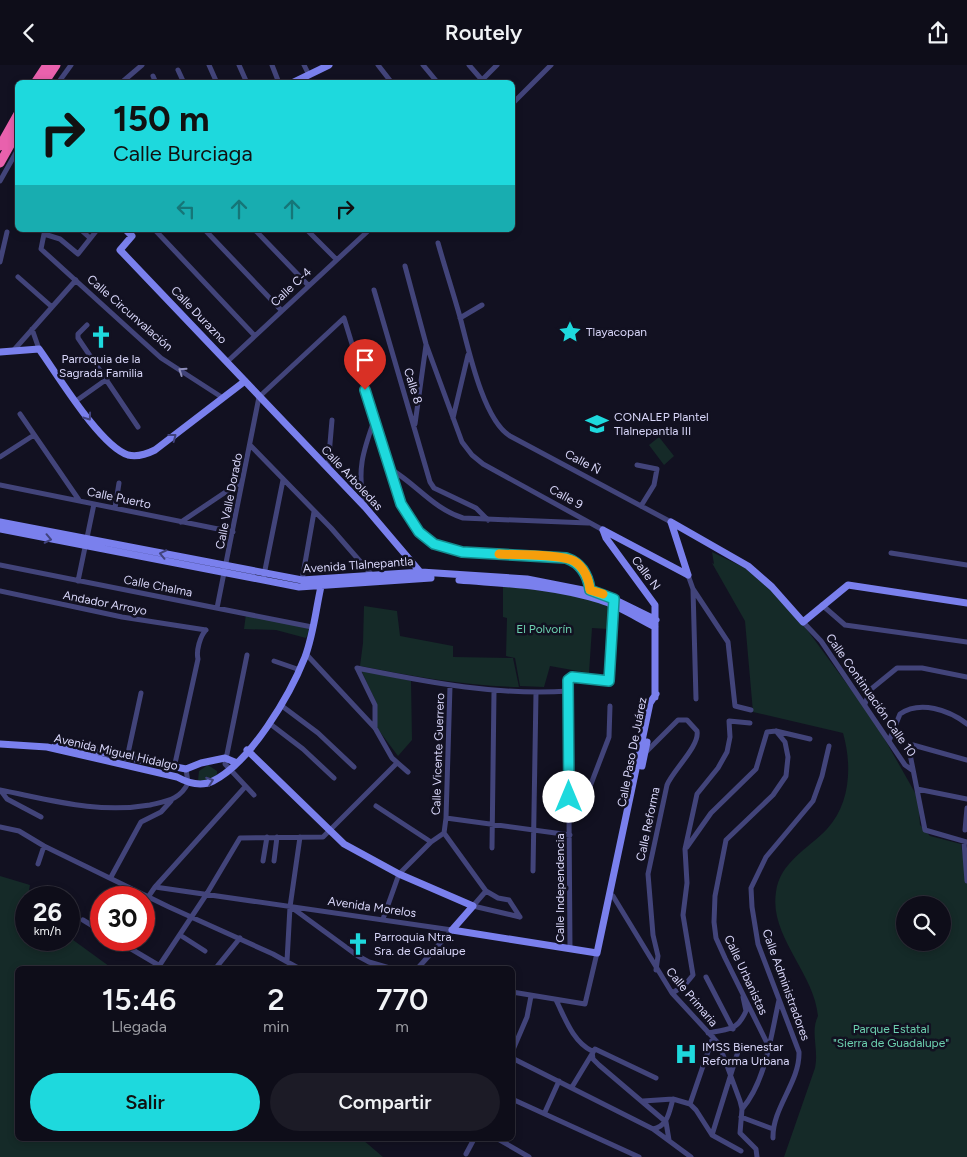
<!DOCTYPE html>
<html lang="es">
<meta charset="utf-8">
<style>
:root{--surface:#0e0d19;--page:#1c1b26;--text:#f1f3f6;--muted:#9b9ca2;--line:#2e2d38;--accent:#1ed9dd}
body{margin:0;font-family:Figtree,sans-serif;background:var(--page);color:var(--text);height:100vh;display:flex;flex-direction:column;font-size:19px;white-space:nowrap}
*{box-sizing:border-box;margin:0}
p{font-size:16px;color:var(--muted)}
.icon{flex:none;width:28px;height:28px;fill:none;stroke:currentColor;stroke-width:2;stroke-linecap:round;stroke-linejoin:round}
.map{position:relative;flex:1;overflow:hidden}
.side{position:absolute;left:15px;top:901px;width:500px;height:175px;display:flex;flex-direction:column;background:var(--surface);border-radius:8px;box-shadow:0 2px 8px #0003,0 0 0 1px var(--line)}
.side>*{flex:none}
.banner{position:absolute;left:15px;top:15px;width:500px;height:152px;border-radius:8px;box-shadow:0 2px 8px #0003,0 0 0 1px var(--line);background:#1ed9dd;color:#111;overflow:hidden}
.buttons{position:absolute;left:896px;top:831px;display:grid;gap:10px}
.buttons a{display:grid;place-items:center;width:55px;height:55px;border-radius:50%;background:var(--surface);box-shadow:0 2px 8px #0003,0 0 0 1px var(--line);font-size:25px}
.speed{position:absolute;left:15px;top:821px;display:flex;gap:10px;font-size:25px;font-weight:700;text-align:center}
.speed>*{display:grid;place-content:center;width:65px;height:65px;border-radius:50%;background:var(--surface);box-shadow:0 2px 8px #0003,0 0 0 1px var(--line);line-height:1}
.speed small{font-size:12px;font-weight:400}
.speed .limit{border:8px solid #d22;background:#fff;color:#111}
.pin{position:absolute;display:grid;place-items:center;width:42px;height:42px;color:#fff;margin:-51px -21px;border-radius:50% 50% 50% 0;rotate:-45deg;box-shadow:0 0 5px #0007}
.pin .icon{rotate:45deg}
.me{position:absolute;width:55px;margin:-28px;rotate:0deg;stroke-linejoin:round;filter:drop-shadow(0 0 4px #0008)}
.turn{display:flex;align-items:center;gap:18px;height:105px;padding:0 15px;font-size:22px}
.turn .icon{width:65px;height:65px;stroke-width:2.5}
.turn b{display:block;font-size:35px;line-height:42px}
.lanes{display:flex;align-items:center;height:48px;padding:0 15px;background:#0003;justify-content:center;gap:25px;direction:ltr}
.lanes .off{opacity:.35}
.eta{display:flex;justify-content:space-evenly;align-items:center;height:85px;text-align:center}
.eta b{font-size:30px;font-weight:600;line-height:35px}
.action{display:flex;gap:10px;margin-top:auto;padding:10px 15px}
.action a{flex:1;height:58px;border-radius:30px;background:var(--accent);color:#111;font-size:20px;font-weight:600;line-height:58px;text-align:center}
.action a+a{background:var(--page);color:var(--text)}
header{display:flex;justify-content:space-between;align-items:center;height:65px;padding:0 15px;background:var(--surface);font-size:22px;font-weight:600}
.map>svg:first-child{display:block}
</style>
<header><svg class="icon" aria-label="back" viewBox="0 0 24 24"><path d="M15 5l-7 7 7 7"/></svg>Routely<svg class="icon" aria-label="share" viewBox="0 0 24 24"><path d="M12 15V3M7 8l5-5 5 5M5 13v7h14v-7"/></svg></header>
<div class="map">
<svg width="967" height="1092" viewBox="0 0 967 1092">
<rect width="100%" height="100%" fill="#121121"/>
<path fill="#152a28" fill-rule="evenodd" d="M 659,372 L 674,391 L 664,400 L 649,380 Z
M 712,487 L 745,503 L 791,543 L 875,657 L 918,733 L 920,760 L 930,771 L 961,779 L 967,819 L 967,1092 L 784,1092 L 815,1003 C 819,983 810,967 818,951 C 814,907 769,871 776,827 C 780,797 808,784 827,764 C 851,738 852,699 843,668 L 753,647 L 745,556 L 712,498 L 714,499 ZM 905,840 L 942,840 L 942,878 L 905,878 Z
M 503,521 L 568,529 L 611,539 L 608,564 L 592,563 L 589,608 L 550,601 L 544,622 L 520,621 L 515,593 L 506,591 L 507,553 L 503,552 Z
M 364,541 L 397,546 L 400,571 L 453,581 L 453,592 L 513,593 L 519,622 C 465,621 412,611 360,601 L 363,578 Z
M 246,549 L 310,564 L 306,573 L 276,565 L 244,564 Z
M 361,605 L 411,616 L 412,675 L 398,691 L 377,663 L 377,639 Z
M 208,700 L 217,706 L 217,710 L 206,717 L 198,716 L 199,706 Z
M 0,811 L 30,820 L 29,825 L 44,832 L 26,832 L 26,875 L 69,875 L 69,872 L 113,904 L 18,904 L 18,1074 L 362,1074 L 383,1092 L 0,1092 Z"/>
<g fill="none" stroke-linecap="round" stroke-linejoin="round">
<path stroke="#42447a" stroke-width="5" d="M 209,0 L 217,18
M 239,0 L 247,18
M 272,0 L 279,18
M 304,0 L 309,10
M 378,0 L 392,18
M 423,0 L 438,18
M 469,0 L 482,15
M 178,5 L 184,18
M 153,11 L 156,18
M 58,18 L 71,0
M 121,18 L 142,0
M 479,18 L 497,0
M 512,39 L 551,0
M 0,116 L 18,84
M 81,165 L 90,173
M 97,165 L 78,189 L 60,174 L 44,169 L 41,184 L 161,293 L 223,333
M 155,165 L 255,271
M 205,165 L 281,245
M 255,165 L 308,220
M 307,165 L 336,194
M 438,178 C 445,203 453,227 460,252 C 468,282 483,355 510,371 L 671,457
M 0,197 L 7,167
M 405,201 L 426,279 L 462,377 L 472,390 L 483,399 L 603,465
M 18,212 L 52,242
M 374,225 L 430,417 L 434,423 L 476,443 L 488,455
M 460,253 L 482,240
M 87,260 L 78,269 L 78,273 L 138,362
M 32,264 L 39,284
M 13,286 L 76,215
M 228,296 L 369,165
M 76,336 L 107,314
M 20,349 L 79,435
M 453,353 L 468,290
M 415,359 L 426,280
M 250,380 L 331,463 L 372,510
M 0,392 L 34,370
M 637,400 L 657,404 L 654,420 L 641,441
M 328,402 L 332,355
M 392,405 C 417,420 434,444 463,453 L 588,458
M 0,420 L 233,467
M 365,442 C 356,406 363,386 375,353
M 115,443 L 119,418
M 181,457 L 242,416
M 891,488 L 967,500
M 0,500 L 312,562
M 264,510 L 283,415
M 688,510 L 693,524 L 696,634
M 302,515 L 314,447
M 78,516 L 94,439
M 693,524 L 728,577 L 735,641 L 751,645
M 0,526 L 122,552 L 206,565
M 822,540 L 845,560 L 967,577
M 217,543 L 259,332 L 344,253 L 401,439 L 419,467 L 434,479 L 462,487 L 566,493 C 580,498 593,513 589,530
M 803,557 L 821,576 L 905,700 L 912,705
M 306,589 L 375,663 L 392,693 L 408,707
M 247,590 L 225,699 L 254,730
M 274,596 L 300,605
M 357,603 C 428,617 496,631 569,626
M 357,603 L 375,640 L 375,663
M 865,639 L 870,625 L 897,603 L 922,603 L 967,612
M 282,641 L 318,668 L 354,702
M 269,658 L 303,684 L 334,713
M 889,676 L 900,649 C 920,635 949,645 967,659
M 645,688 L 678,655 L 687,655 L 697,666 C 700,681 673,705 667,720 L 648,809 L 653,870 L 658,891 L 656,905
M 127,693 L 141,628
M 967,695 L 913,680 L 909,684 L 925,765 L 967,777
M 174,703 L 198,594 C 196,586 200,571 206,565
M 917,724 L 967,734
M 0,725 C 51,735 98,749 150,740 C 166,736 180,735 188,718 L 186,704
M 1,726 L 7,734 L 41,752
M 569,732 L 583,734 L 586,732 L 609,672 L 610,641
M 376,741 L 431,777
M 446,753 L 570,770
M 0,762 L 19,766 L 44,781 L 169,842 L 273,889 L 300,904
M 965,765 L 967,743
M 444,768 L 486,826 L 498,833 L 509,835 L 520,852
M 964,777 L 967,816
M 687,782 L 711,748 L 756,704 L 767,667 L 776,666 L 810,674
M 492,783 L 494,627
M 263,796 L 267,772
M 274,796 L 277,772
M 38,799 L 44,781
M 533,806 L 536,628
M 111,812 L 141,757 L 161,747 L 171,736
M 155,822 L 452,865
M 486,826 L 473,841 L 520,852
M 609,830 L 613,831 L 672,928 L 719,979 L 740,1036 L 742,1044 L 740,1068 L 756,1084 L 757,1092
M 144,838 L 155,822 L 245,722
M 291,842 L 358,891 L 369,897 L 393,904
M 383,854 L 399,809 L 431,777 L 444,768 L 446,753 L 450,621
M 83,855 L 101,866
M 180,870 L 205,886
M 116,875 L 165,904
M 570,883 L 568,615 L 572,612 L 609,616 L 613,538
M 287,896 L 290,842 L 300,772
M 157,904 L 206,830 L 240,773 L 323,772 L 396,699
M 215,904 L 240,873
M 417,904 L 452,865
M 706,912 L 733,964
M 512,927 L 585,939 L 597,888
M 672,928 L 684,921 L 693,910 L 683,850 L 687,818 L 685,784 L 697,729 L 718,703 L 727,687 L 730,672 L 729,656 L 750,658
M 556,935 C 565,953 573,977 592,986 L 593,994 L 599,1000 L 666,1057 L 669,1075
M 708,968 C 728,963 736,968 746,946 L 743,932
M 768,980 L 725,893 L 716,873 L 714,857 L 715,831 L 726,775 L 773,730 L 786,711 L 788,692 L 785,677 L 776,666
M 512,987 L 527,952 L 531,931
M 512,993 L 653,1064 L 691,1092
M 572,1022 L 595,984 L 656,1013
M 512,1034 L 639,1092
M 643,1036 L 673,1034 L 690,1039 L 696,1045 L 712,1070 L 741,1086
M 690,1039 L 713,972
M 742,1044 C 766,1016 771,970 779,935
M 545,1047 L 559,1016
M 741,1052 L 773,1064
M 653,1064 C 668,1061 669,1047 673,1034
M 712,1070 L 740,980
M 773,1073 C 772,1043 800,1017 799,987 L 758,879 L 752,842 L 751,823 L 766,792 L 813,736 L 822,711 L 829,681
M 498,1074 L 529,1092
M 466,1089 L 474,1074"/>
<path stroke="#7a80ed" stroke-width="7" d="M 292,18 L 329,0
M 126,165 L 132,171 L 120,185 L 365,442 L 421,508
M 0,287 L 39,284 C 57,309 100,381 128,390 C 137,392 147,389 155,385 L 245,316
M 0,457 L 302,515 L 421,507 L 527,514 L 603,529 L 656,555
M 671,457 L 748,501 L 772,522 L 803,557 L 848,520 L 967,538
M 671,457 L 688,510
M 0,464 L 299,522 L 431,513
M 603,465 L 606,473 L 655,540 L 655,632
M 603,465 L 688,510
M 459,515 C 506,519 554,520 600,535 C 619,541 637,553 655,562
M 0,679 L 47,682 L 177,712 C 188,718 201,722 213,716 C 251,697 290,630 305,592 C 314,568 316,542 322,517
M 55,681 L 66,680 L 186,704 L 201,698 L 225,693 L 237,698
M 247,685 L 344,779 L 399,809 L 473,841 L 452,865
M 642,701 L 647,677
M 452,865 L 597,888 L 650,638 L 656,629"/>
<path stroke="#e961ad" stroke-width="9" d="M 35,18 L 47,0
M 44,18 L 56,0
M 0,81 L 18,49
M 0,98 L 18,66"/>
</g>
<defs><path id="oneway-chevron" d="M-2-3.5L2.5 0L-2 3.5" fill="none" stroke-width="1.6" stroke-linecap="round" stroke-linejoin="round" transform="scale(1.25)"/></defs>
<use stroke="#8d8dba" href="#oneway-chevron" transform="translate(182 306) rotate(-146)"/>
<g stroke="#41437d">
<use href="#oneway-chevron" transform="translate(88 352) rotate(54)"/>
<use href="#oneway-chevron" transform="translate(173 372) rotate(-37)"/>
<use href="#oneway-chevron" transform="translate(48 474) rotate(12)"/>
<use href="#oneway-chevron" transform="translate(163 489) rotate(-168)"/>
<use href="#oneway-chevron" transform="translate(210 716) rotate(-20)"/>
</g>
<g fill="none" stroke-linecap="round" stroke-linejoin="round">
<defs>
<path id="route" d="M 365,325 L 401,439 L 419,467 L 434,479 L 462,487 L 566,493 C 581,498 588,510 590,525 L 614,534 L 609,616 L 572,612 L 568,615 L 569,732"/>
</defs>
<use href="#route" stroke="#148d90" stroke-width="12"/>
<use href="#route" stroke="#1ed9dd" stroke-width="9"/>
<path stroke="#f59e0b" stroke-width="9" d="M 499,489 C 515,490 562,489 574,496 C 584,502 589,514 590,525 L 603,529"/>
</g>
<defs>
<symbol id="sight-bare" viewBox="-9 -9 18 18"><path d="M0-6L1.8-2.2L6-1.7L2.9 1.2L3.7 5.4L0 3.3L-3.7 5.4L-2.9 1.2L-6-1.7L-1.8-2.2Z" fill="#1ed9dd" stroke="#121121" stroke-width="2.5" paint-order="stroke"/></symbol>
<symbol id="church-bare" viewBox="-9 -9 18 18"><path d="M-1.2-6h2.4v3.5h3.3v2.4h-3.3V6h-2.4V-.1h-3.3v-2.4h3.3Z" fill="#1ed9dd" stroke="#121121" stroke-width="2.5" paint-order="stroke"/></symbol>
<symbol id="university-bare" viewBox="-9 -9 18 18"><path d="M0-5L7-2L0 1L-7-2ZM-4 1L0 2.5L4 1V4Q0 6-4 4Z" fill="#1ed9dd" stroke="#121121" stroke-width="2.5" paint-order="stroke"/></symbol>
<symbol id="hospital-bare" viewBox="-9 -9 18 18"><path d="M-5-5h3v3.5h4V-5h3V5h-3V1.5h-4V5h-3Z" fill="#1ed9dd" stroke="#121121" stroke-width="2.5" paint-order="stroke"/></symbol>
</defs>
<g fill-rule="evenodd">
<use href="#sight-bare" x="554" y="251" width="32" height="32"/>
<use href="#church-bare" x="85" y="256" width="32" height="32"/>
<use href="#university-bare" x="581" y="343" width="32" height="32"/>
<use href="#church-bare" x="342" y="863" width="32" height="32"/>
<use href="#hospital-bare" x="670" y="973" width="32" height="32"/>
</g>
<g text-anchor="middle" stroke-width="5" stroke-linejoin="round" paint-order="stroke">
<g font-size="12" fill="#d8d6f9" stroke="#121121">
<text transform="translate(291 222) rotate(-43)" y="4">Calle C-4</text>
<text transform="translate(130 248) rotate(41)" y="4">Calle Circunvalación</text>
<text transform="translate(199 250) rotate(46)" y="4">Calle Durazno</text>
<text transform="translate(413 321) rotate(73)" y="4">Calle 8</text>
<text transform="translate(583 397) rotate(28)" y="4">Calle Ñ</text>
<text transform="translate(352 413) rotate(47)" y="4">Calle Arboledas</text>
<text transform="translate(566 432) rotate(29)" y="4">Calle 9</text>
<text transform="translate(119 433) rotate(12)" y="4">Calle Puerto</text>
<text transform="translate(229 436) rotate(-79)" y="4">Calle Valle Dorado</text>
<text transform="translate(358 500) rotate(-4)" y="4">Avenida Tlalnepantla</text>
<text transform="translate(646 508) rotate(53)" y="4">Calle N</text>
<text transform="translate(158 521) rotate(11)" y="4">Calle Chalma</text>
<text transform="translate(105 538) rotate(11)" y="4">Andador Arroyo</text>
<text transform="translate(871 630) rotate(55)" y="4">Calle Continuación Calle 10</text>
<text transform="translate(116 687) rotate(13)" y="4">Avenida Miguel Hidalgo</text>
<text transform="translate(632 687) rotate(-79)" y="4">Calle Paso De Juárez</text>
<text transform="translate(438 689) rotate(-88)" y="4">Calle Vicente Guerrero</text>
<text transform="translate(648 759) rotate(-78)" y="4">Calle Reforma</text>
<text transform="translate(560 823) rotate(-90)" y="4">Calle Independencia</text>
<text transform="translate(372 842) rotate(8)" y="4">Avenida Morelos</text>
<text transform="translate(746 910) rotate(65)" y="4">Calle Urbanistas</text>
<text transform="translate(786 920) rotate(70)" y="4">Calle Administradores</text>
<text transform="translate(692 932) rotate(50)" y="4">Calle Primaria</text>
</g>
<g font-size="12" fill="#d8d6f9" stroke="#121121" text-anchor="start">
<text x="586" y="271">Tlayacopan</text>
<text x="101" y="298" text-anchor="middle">Parroquia de la<tspan x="101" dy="14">Sagrada Familia</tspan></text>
<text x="614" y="356">CONALEP Plantel<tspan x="614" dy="14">Tlalnepantla III</tspan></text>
<text x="374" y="876">Parroquia Ntra.<tspan x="374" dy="14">Sra. de Gudalupe</tspan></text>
<text x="702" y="986">IMSS Bienestar<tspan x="702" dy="14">Reforma Urbana</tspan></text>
</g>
<g font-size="12" fill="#6cd0af" stroke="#121121">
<text x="544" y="568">El Polvorín</text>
<text x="891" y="968">Parque Estatal<tspan x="891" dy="14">"Sierra de Guadalupe"</tspan></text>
</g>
</g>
</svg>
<div class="buttons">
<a><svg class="icon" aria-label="search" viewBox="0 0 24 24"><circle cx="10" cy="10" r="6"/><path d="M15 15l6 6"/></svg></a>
</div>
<div class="speed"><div>26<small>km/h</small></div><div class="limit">30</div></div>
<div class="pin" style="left:365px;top:325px;background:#d93025"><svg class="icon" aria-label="arrive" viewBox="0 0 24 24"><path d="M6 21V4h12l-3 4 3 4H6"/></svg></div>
<svg class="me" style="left:569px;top:732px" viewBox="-20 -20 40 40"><circle r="19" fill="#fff"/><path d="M0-13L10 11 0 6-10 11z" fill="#1ed9dd"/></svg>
<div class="banner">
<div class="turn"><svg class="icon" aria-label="right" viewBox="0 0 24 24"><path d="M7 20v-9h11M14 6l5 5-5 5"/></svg><div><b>150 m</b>Calle Burciaga</div></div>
<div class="lanes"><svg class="icon off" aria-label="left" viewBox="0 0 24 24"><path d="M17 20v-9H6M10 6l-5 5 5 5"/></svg><svg class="icon off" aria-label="ahead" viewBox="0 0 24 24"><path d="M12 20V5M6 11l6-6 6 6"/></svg><svg class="icon off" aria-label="ahead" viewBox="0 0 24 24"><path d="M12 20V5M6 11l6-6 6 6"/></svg><svg class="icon" aria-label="right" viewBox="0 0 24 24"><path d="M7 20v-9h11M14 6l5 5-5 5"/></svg></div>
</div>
<section class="side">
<div class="eta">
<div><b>15:46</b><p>Llegada</p></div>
<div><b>2</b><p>min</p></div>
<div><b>770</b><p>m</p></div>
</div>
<div class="action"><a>Salir</a><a>Compartir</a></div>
</section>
</div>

──────────

» WHAT IS EXPECTED:
Every line above that includes the string "buttons" needs to be copied.

» FINAL ANSWER:
.buttons{position:absolute;left:896px;top:831px;display:grid;gap:10px}
.buttons a{display:grid;place-items:center;width:55px;height:55px;border-radius:50%;background:var(--surface);box-shadow:0 2px 8px #0003,0 0 0 1px var(--line);font-size:25px}
<div class="buttons">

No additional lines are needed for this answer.